• **Task instructions**
Below is a set of records. Repeat them verbatim without the pictures.

[Opening Excerpted data section]

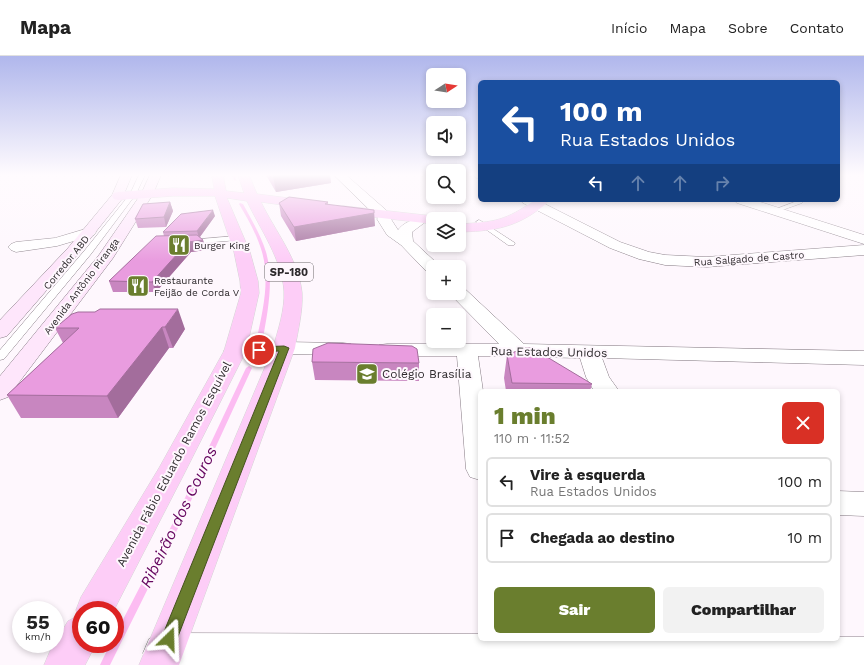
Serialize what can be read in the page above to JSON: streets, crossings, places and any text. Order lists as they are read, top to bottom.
{
  "streets": {
    "main road": ["SP-180", "Avenida Antônio Piranga", "Avenida Fábio Eduardo Ramos Esquível"],
    "street": ["Rua Salgado de Castro", "Rua Estados Unidos"],
    "lane": ["Corredor ABD"]
  },
  "crossings": [
    ["SP-180", "Rua Estados Unidos"],
    ["Rua Estados Unidos", "Avenida Fábio Eduardo Ramos Esquível"]
  ],
  "water": ["Ribeirão dos Couros"],
  "places": {
    "restaurant": ["Burger King", "Restaurante Feijão de Corda V"],
    "school or university": ["Colégio Brasília"]
  },
  "north": "right",
  "page": {
    "header": "Mapa",
    "nav": [
      "Início",
      "Mapa",
      "Sobre",
      "Contato"
    ],
    "map_buttons": ["+", "−"],
    "turn": ["100 m", "Rua Estados Unidos"],
    "heading": ["1 min", "110 m · 11:52"],
    "list": [
      {
        "name": "Vire à esquerda",
        "note": "Rua Estados Unidos",
        "value": "100 m"
      },
      {
        "name": "Chegada ao destino",
        "value": "10 m"
      }
    ],
    "buttons": ["Sair", "Compartilhar"],
    "speed": "55 km/h",
    "limit": "60"
  }
}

[Closing Excerpted data section]

• **Response to the task**
Serialize what can be read in the page above to JSON: streets, crossings, places and any text. Order lists as they are read, top to bottom.
{
  "streets": {
    "main road": ["SP-180", "Avenida Antônio Piranga", "Avenida Fábio Eduardo Ramos Esquível"],
    "street": ["Rua Salgado de Castro", "Rua Estados Unidos"],
    "lane": ["Corredor ABD"]
  },
  "crossings": [
    ["SP-180", "Rua Estados Unidos"],
    ["Rua Estados Unidos", "Avenida Fábio Eduardo Ramos Esquível"]
  ],
  "water": ["Ribeirão dos Couros"],
  "places": {
    "restaurant": ["Burger King", "Restaurante Feijão de Corda V"],
    "school or university": ["Colégio Brasília"]
  },
  "north": "right",
  "page": {
    "header": "Mapa",
    "nav": [
      "Início",
      "Mapa",
      "Sobre",
      "Contato"
    ],
    "map_buttons": ["+", "−"],
    "turn": ["100 m", "Rua Estados Unidos"],
    "heading": ["1 min", "110 m · 11:52"],
    "list": [
      {
        "name": "Vire à esquerda",
        "note": "Rua Estados Unidos",
        "value": "100 m"
      },
      {
        "name": "Chegada ao destino",
        "value": "10 m"
      }
    ],
    "buttons": ["Sair", "Compartilhar"],
    "speed": "55 km/h",
    "limit": "60"
  }
}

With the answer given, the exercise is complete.